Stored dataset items
....

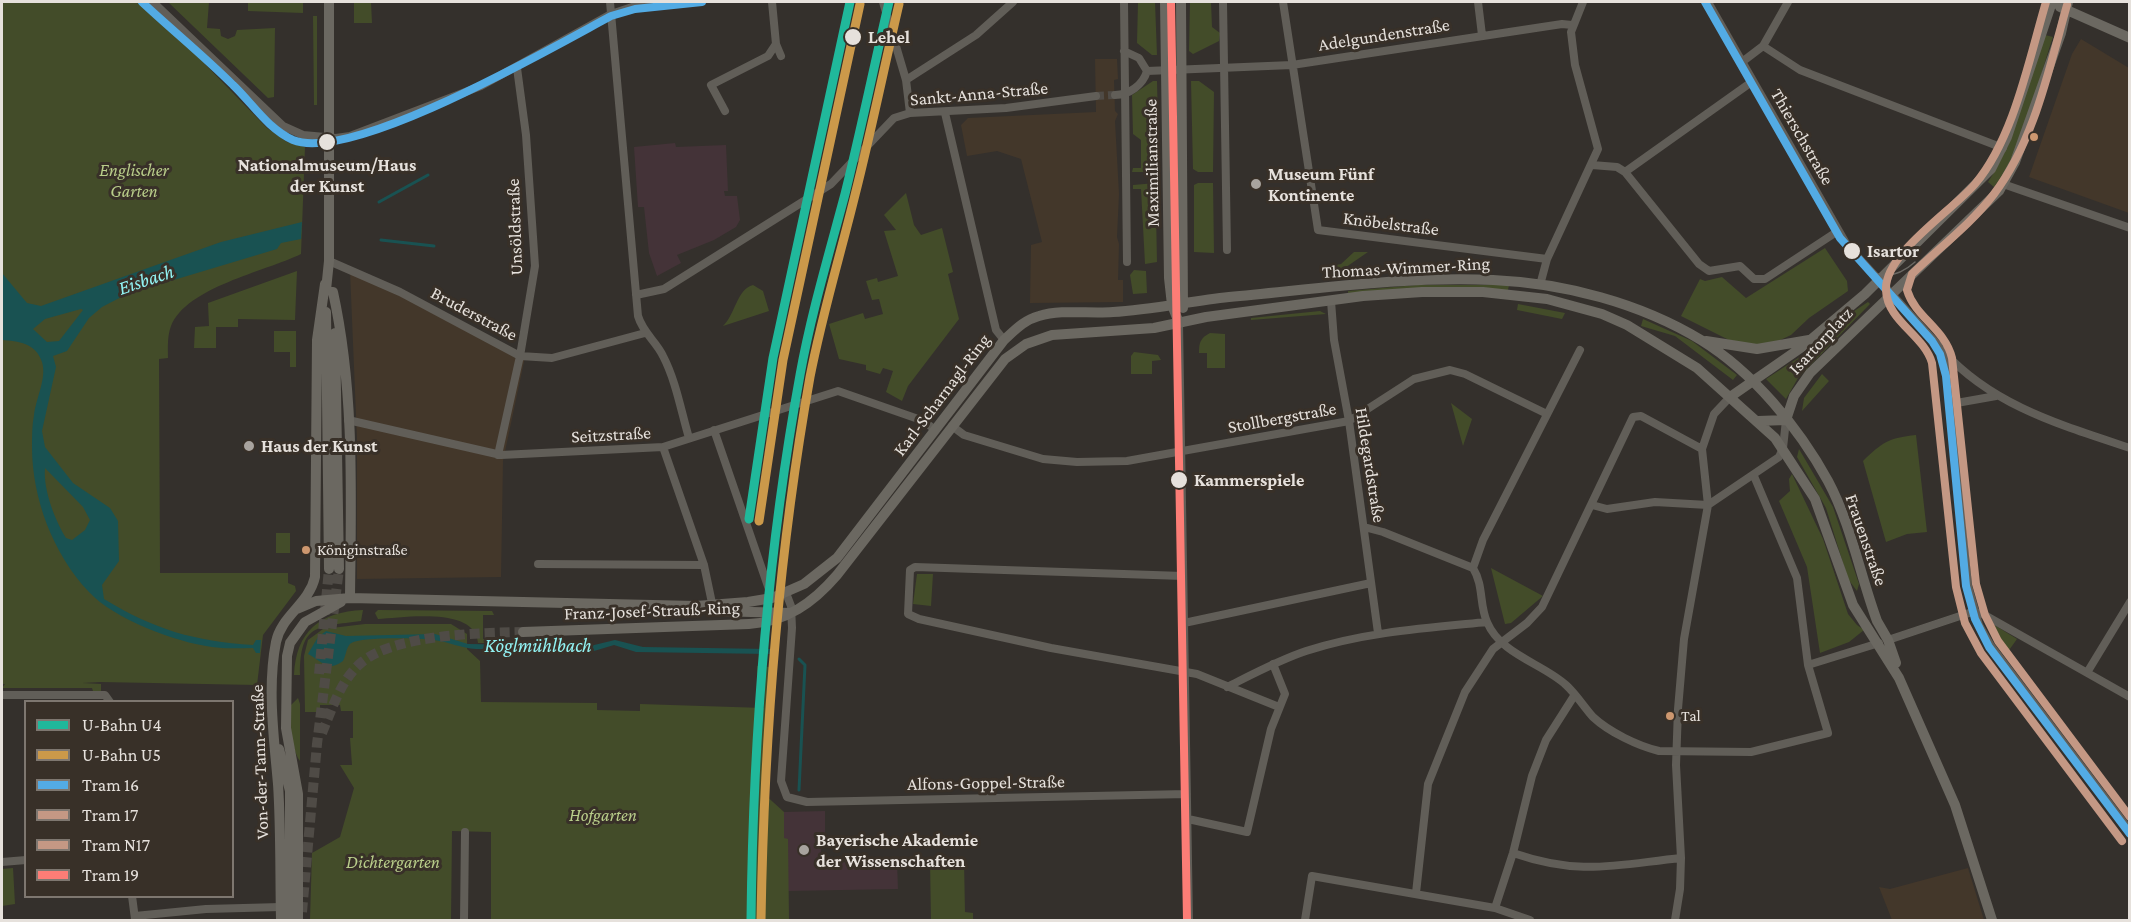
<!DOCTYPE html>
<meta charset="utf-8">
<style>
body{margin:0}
#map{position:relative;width:2131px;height:922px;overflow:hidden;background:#34302c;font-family:"Crimson Pro",serif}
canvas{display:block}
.frame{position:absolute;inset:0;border:3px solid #e6e1dc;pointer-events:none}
.legend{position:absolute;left:24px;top:700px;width:210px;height:198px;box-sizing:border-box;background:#383028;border:2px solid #7e7770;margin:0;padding:8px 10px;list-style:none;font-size:18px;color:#e6e1dc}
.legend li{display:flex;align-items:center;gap:12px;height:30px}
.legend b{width:30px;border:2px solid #7e7770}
</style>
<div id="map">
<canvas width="2131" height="922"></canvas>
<div class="frame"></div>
<ul class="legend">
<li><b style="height:8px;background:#20b89b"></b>U-Bahn U4</li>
<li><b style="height:8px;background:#cb994a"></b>U-Bahn U5</li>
<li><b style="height:8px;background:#53abe4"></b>Tram 16</li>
<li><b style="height:8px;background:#c49884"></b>Tram 17</li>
<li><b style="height:8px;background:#c49884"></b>Tram N17</li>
<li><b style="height:8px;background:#fc7d76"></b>Tram 19</li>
</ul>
</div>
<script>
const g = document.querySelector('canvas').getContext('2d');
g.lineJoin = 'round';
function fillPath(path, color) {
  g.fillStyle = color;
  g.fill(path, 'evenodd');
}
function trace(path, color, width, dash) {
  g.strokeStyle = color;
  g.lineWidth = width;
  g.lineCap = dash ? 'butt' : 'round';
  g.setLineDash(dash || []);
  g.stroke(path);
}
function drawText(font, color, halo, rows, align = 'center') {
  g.font = font + ' "Crimson Pro",serif';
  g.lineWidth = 6;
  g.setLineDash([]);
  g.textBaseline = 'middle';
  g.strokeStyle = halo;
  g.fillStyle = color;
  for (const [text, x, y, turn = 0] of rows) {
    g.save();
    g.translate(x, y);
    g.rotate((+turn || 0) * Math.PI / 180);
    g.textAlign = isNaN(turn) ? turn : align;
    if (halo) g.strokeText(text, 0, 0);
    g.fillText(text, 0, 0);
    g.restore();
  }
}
const built = new Path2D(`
 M 2081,39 L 2129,68 L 2129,213 L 2029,177 L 2072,54 Z
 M 1095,59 L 1117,59 L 1118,79 L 1114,80 L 1115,111 L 1118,114 L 1115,121 L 1119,194 L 1117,237 L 1119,244 L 1118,280 L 1123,280 L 1123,302 L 1030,303 L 1031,245 L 1042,242 L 1021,159 L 997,151 L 967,156 L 961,125 L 968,118 L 1096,112 Z
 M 350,271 L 525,357 L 503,461 L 501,577 L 357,579 L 357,439 Z
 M 1968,868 L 1984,920 L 1892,920 L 1879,887 L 1890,889 Z`);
const education = new Path2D(`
 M 675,143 L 676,147 L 726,145 L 728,191 L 724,191 L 725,196 L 737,196 L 740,220 L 736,227 L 714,240 L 677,255 L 681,263 L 657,276 L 649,253 L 644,207 L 638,207 L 634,147 Z
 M 825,811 L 825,839 L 821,839 L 821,862 L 897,862 L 898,889 L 788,891 L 788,839 L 784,839 L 784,812 Z`);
const green = new Path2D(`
 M 2,2 L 138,2 L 169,27 L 267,128 L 287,142 L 305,147 L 301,254 C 264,272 187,287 171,326 C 167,337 168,348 168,358 L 159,359 L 160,573 L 288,573 L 288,583 L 295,586 L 296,591 L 263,635 L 257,685 L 100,682 L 82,683 L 101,684 L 101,691 L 93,691 L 92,688 L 2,688 L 5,684 L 2,684 Z
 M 168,2 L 209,2 L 207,28 L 220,29 L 221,36 L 228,39 L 235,36 L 237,30 L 275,28 L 274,97 L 268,98 Z
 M 248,2 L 303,2 L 303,13 L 248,11 Z
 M 354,2 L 371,2 L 372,23 L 354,23 Z
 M 1138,2 L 1155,2 L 1157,55 L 1152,55 L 1137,43 Z
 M 1190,2 L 1211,2 L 1212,27 L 1220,33 L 1219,41 L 1193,54 L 1189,51 Z
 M 313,16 L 317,16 L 317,105 L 314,105 Z
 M 2045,35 L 2053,37 C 2037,83 2024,149 1994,187 L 1988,182 L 1993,174 Z
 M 1153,81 L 1157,81 L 1159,168 L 1154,172 L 1132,172 L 1133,168 L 1141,168 L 1141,140 L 1133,134 L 1132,95 Z
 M 1191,81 L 1199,81 L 1214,92 L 1213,172 L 1198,172 L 1193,169 Z
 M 1156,183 L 1160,187 L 1161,205 L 1156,213 L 1157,262 L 1145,264 L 1141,189 L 1133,189 L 1133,185 Z
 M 1198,183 L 1213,183 L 1214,253 L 1194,252 L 1194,185 Z
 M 906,193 L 914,225 L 921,235 L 942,228 L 953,272 L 948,274 L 959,319 L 908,386 L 902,401 L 886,392 L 893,371 L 883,368 L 880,374 L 866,370 L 866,365 L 839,359 L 829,324 L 863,313 L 865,319 L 883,314 L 879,299 L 872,300 L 866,281 L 877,278 L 878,282 L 898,276 L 884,231 L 896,230 L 884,215 Z
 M 1825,248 L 1847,281 L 1848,291 L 1809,318 L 1791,335 L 1776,342 L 1755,345 L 1729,340 L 1681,316 L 1700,279 L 1705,281 L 1722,277 L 1746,298 Z
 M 1354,252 L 1368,252 L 1336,274 L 1336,265 L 1341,264 Z
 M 1134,270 L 1146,271 L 1147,293 L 1133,294 L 1130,275 Z
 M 297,271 L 295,320 L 238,319 L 238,327 L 216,327 L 216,348 L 194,348 L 195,327 L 209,326 L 208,303 Z
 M 753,285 L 763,291 L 769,311 L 723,326 C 735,315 737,289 753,285 Z
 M 1417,285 L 1509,285 L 1508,290 L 1348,294 L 1348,291 Z
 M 1868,302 L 1870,304 L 1798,378 L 1786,399 L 1766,379 L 1833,335 L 1848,315 Z
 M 1518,304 L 1565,313 L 1562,319 L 1517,310 Z
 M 1320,311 L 1326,314 L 1251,320 L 1251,318 Z
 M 1643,319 L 1692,341 L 1737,375 L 1733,380 L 1675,336 L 1641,326 Z
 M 274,331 L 296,331 L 296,367 L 290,367 L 290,352 L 274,352 Z
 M 1210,333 L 1225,334 L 1225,368 L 1207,368 L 1207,353 L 1199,353 C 1199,343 1200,338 1210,333 Z
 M 1134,352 L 1158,355 L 1161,360 L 1152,361 L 1152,374 L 1131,374 L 1131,356 Z
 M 1822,374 L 1829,381 L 1802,411 L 1804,398 Z
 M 1451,403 L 1472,419 L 1463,446 Z
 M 1916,435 L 1927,532 L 1907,534 L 1886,542 L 1863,461 C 1883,442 1888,438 1916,435 Z
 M 1799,449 L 1833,507 L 1859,584 L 1857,591 L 1848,579 L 1826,508 L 1797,457 Z
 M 1792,474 L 1823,539 L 1848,614 L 1857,625 L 1864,630 L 1849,642 L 1820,653 L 1807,567 L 1779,501 L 1790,491 L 1789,479 Z
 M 276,533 L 290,533 L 290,553 L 276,553 Z
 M 1491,568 L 1543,596 L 1511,623 L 1505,624 Z
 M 917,574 L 933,574 L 931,606 L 913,604 Z
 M 363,610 L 361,621 C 317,627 300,623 300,675 L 294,675 C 296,631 320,612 363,610 Z
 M 378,610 L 492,611 L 494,615 L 483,615 L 483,639 L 496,639 L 496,643 L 478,643 C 475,606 403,618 378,619 L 375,613 Z
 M 1991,623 L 2017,639 L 2007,653 L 1988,626 Z
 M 365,624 L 451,624 L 467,634 L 467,649 L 480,661 L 481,702 L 597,703 L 597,710 L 640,711 L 640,704 L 764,708 L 765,679 L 757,679 L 757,666 L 769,667 L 771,670 L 762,792 L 784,812 L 784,838 L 788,839 L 789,920 L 491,920 L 491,832 L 452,831 L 451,920 L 310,920 L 312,853 L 340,837 L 354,788 L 340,765 L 352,765 L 350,738 L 353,738 L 353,711 L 341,711 L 340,705 L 320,705 L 320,712 L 305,712 L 304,656 L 308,640 L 323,629 Z
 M 298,698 L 300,704 L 300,761 C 291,748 289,722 291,705 Z
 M 930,861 L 964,861 L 965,912 L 973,913 L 973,920 L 931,920 Z
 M 13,868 L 15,904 L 2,906 L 2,869 Z`);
const water = new Path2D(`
 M 302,222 L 301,239 L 281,243 L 277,249 L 127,294 L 102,307 L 89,318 L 67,351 L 53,356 L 56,367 L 42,431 L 45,447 L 73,483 L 110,508 L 118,521 L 119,561 L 102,585 L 104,599 C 155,630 194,641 253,645 L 256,640 L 261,640 L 260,653 L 256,653 L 253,648 C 239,648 225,649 212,647 C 175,642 114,619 89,592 C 53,554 32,498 32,447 C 32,436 32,425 34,415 C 36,398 47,378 42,362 C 36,343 18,341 2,340 L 2,273 L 27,303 L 41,306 L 221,242 ZM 81,309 L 83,310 L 59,341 L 47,342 L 33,329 L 45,319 ZM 45,468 L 83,507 L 90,520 L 85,530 L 72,540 L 66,538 C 55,520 43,490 45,468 Z
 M 326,631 L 346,636 L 435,634 L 468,644 L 590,646 L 615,640 L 643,647 L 770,649 L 770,654 L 636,652 L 614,645 L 594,651 L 476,649 C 461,648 449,642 434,640 C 421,638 358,636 350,644 C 346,648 346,656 343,661 C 327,673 321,660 308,654 L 318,637 Z`);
const stream = new Path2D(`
 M 379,202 L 428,175
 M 381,240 L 434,246
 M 799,659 L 805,665 L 799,790`);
const minorTunnel = new Path2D(`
 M 1096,96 L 1115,95`);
const secondaryTunnel = new Path2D(`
 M 319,674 L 329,569
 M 322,733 C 332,709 341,679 362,662 C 396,634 481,633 523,632
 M 302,912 L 317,744 L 339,569`);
const minor = new Path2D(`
 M 153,2 L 283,126 L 303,135 L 336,138 L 350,136 L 481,86 L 611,14 L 635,6 L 679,2
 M 610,2 L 638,316 C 643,333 656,341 663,356 C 676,381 681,411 689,438
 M 772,2 L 776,44 L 781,56
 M 883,2 L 906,80 L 910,113
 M 1124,2 L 1127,262
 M 1223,2 L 1227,250
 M 1283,2 L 1318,230 L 1547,259
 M 1478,2 L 1482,35
 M 1708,2 L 1847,245 L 1938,345 L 1945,362 L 1949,385 L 1968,586 L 1979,625 L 1991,646 L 2130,831
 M 1763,46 L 1800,70 L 2003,148
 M 1742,62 L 1763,46 L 1788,2
 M 1147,71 L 1292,65 L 1562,24 L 1572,25
 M 906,80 L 976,35 L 1013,2
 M 1115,95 C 1129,95 1143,85 1147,71 L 1139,58 L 1124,51
 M 725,111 L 711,85 L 768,56 L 776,44
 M 945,113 L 996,330 L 1004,340
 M 1592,165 L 1617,167 L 1625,172 L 1699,264 L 1709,271 L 1740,266 L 1754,279 L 1765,279 L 1838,231
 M 1625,172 L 1753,81
 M 2003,184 L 2130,228
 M 329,261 L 400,292 L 520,356 L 552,358 L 645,333
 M 1540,285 L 1547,259 L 1598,149 L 1575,65 L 1571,32 L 1583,2
 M 636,295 L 664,289 L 831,184 L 894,118 L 910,113 L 1006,108 L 1096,96
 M 1331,301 L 1334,340 L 1349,421 L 1378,633
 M 1179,323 L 1189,920
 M 1943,351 C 1993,406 2061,425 2130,448
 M 1951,404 L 1996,396
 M 348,420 L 501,455 L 663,447 L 838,391 L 924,421 L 935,430
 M 952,426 L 964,435 L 1043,459 L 1077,462 L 1127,461 L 1349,421 L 1414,379 L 1450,370 L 1465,374 L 1547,414
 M 714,430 L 772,598
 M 663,447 L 704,565 L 712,603
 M 498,455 L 520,356 L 535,266 L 526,135 L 517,68
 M 1592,505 L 1607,509 L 1655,502 L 1708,505
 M 1708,505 L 1779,457 L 1783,448 L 1786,420
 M 1364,527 L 1383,532 L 1473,568 C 1484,586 1479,604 1487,622 C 1501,655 1542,663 1566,685 C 1576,694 1584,707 1593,717 C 1609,732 1638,746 1659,751 L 1751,752 L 1828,733 L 1808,665 L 1797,578 L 1754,476
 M 538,564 L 704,565
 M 1473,568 L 1483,540 L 1580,350
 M 1183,576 L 915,567 L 910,570 L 908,614 L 919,619 L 1051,648 L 1197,674 L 1279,707
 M 786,593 L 791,606 L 792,628 L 781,781 L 787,797 L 807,802 L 1187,794
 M 1184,623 L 1371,583
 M 1888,640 L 1972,612 L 1981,613 L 2130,697
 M 1808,665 L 1879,643
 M 2088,671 L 2130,602
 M 1227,687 C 1253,674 1279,660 1306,651 C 1365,632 1426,628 1487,622
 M 2,695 L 105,695 L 110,702
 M 1188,819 L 1247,832 L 1271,729 L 1285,694 L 1273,664
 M 1513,853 C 1580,876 1614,865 1681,858
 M 2,862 L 26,860
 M 1416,893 L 1428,784 L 1465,692 L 1493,649 L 1527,623 L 1542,607 L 1633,417 L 1641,416 L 1702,449
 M 132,896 L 135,919
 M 1495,908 L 1513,853 L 1532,776 L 1546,740 L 1574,696
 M 135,916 L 206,909 L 281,907
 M 464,920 L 465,832
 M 1305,920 L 1312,876 L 1495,908 L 1530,920
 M 1675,920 L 1680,889 L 1681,858 L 1676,765 L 1678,709 L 1684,639 L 1708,505 L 1702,449 L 1714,414 L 1730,397`);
const secondary = new Path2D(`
 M 1165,2 L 1169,278 L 1172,305 L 1179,323
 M 1181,2 L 1183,308
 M 2060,7 L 2130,38
 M 326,290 L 329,261 L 329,2
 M 333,292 C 355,392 351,497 350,598
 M 326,312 L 329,569
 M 335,333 L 339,569
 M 1706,341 L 1757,349 L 1809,340
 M 1730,397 L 1802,347 L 1865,294 L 1991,169 L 2007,137 L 2052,2
 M 1786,420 L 1794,396 L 1810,373 L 1999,191 L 2015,162 L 2061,33 L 2068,2
 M 1758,421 L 1786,420
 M 700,607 L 713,611 L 791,613
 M 297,609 L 316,601 L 350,598 L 696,606 L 748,602 L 772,598 L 804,584 L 837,558 L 1004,340 C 1015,330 1024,320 1039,316 C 1062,309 1089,314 1113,312 C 1152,310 1190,301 1229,297 C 1316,289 1405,276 1493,280 C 1564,283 1640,303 1701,340 C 1753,372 1799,428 1828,481 C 1851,524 1860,575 1877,621 L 1888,640 L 1896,663
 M 523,632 L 749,624 C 786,622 813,603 837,575 L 1005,359 L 1026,344 L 1052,335 L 1154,328 L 1206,317 L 1363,296 L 1422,292 L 1483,292 L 1547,299 L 1602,314 L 1627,325 L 1697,368 L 1775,438 L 1815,499 L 1853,605 L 1899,678 L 1955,805 L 1992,920
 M 279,749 L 290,791 L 290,920
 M 281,920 C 280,875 281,829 278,784 C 274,738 267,688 276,642 C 281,616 309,604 315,577 L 317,340 L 325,284
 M 298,920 L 298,794 L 286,728 L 287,656 L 290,643 L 305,622 L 341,602`);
const tram = new Path2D(`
 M 1861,265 C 1879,280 1897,278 1915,262`);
const tram1 = new Path2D(`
 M 142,2 C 172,30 204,56 233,85 C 252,103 268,129 293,140 C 351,164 553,47 611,16 L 635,9 L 702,2
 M 1705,2 L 1840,238 L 1932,341 L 1940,354 L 1946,376 L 1966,586 L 1975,619 L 1989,647 L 2130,834`);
const tram2 = new Path2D(`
 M 2046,2 C 2029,59 2014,138 1975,184 C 1952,211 1884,254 1886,290 C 1887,321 1924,335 1932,363 L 1956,587 L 1965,623 L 1981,653 L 2122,841`);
const tram3 = new Path2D(`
 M 2067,5 C 2049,68 2035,140 1994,194 C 1971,224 1939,248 1912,274 L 1907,290 C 1915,317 1945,329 1952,358 L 1976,584 L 1985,615 L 1998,641 L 2130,817`);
const tram4 = new Path2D(`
 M 1171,2 L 1187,920`);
const metro1 = new Path2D(`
 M 749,519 L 773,358 L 850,2
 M 751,920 C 753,737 767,555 800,375 C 811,314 829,254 845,194 C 861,130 874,66 889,2`);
const metro2 = new Path2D(`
 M 759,521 L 783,360 L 860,4
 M 761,920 C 764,738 778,556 810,377 C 822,315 840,256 855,195 C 871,132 884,68 899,4`);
const markers = [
 [853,37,9,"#e6e1dc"],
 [2034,137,5,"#cd976f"],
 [327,142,9,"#e6e1dc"],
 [1256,184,6,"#a8a39e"],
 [1852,251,9,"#e6e1dc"],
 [249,446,6,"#a8a39e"],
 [1179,480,9,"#e6e1dc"],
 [306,550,5,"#cd976f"],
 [1670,716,5,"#cd976f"],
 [804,850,6,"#a8a39e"]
];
const busNames = [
 ["Königinstraße",317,550],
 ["Tal",1681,716]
];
const streetNames = [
 ["Adelgundenstraße",1384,35,-9],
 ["Sankt-Anna-Straße",979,94,-5],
 ["Thierschstraße",1802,137,60],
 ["Maximilianstraße",1152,163,-91],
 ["Knöbelstraße",1391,224,7],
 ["Unsöldstraße",515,227,-92],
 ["Thomas-Wimmer-Ring",1406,268,-3],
 ["Bruderstraße",474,314,28],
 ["Isartorplatz",1821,341,-47],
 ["Karl-Scharnagl-Ring",942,395,-53],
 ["Stollbergstraße",1282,418,-10],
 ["Seitzstraße",611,435,-3],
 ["Hildegardstraße",1370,465,81],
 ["Frauenstraße",1866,540,71],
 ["Franz-Josef-Strauß-Ring",652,611,-2],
 ["Von-der-Tann-Straße",260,762,-92],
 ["Alfons-Goppel-Straße",986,783,-1]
];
const stopNames = [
 ["Lehel",868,37],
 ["Nationalmuseum/Haus",327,165,"center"],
 ["der Kunst",327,186,"center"],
 ["Isartor",1867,251],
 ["Kammerspiele",1194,480]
];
const parkNames = [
 ["Englischer",134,170],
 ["Garten",134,191],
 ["Hofgarten",603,815],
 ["Dichtergarten",393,862]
];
const poiNames = [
 ["Museum Fünf",1268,174],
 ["Kontinente",1268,195],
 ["Haus der Kunst",261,446],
 ["Bayerische Akademie",816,840],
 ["der Wissenschaften",816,861]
];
const waterNames = [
 ["Eisbach",146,280,-19],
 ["Köglmühlbach",538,646]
];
fillPath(built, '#43372a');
fillPath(education, '#443338');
fillPath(green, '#434c29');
fillPath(water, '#195252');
trace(stream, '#195252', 3);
trace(minorTunnel, '#4f4b46', 8, [8, 4]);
trace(secondaryTunnel, '#4f4b46', 10, [10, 5]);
trace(minor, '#615e58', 8);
trace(secondary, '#6b6861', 10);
trace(tram, '#6b6964', 1.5);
trace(tram1, '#53abe4', 8);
trace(tram2, '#c49884', 8);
trace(tram3, '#c49884', 8);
trace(tram4, '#fc7d76', 8);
trace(metro1, '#20b89b', 9);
trace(metro2, '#cb994a', 9);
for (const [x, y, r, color] of markers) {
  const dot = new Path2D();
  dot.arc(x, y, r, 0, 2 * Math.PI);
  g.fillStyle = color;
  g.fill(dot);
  trace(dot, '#383028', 2);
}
drawText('16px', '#e6e1dc', '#383028', busNames, 'left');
drawText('18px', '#e6e1dc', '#383028', streetNames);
drawText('bold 18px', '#e6e1dc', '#383028', stopNames, 'left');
drawText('italic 18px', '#b9ce8a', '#383028', parkNames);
drawText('bold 18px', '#e6e1dc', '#383028', poiNames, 'left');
drawText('italic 20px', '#92f3f3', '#383028', waterNames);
</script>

....

# ABOUT THIS EXERCISE
Lines of the data above that include the string "display" must each be copied.

# ANSWER FOR THE TASK
canvas{display:block}
.legend li{display:flex;align-items:center;gap:12px;height:30px}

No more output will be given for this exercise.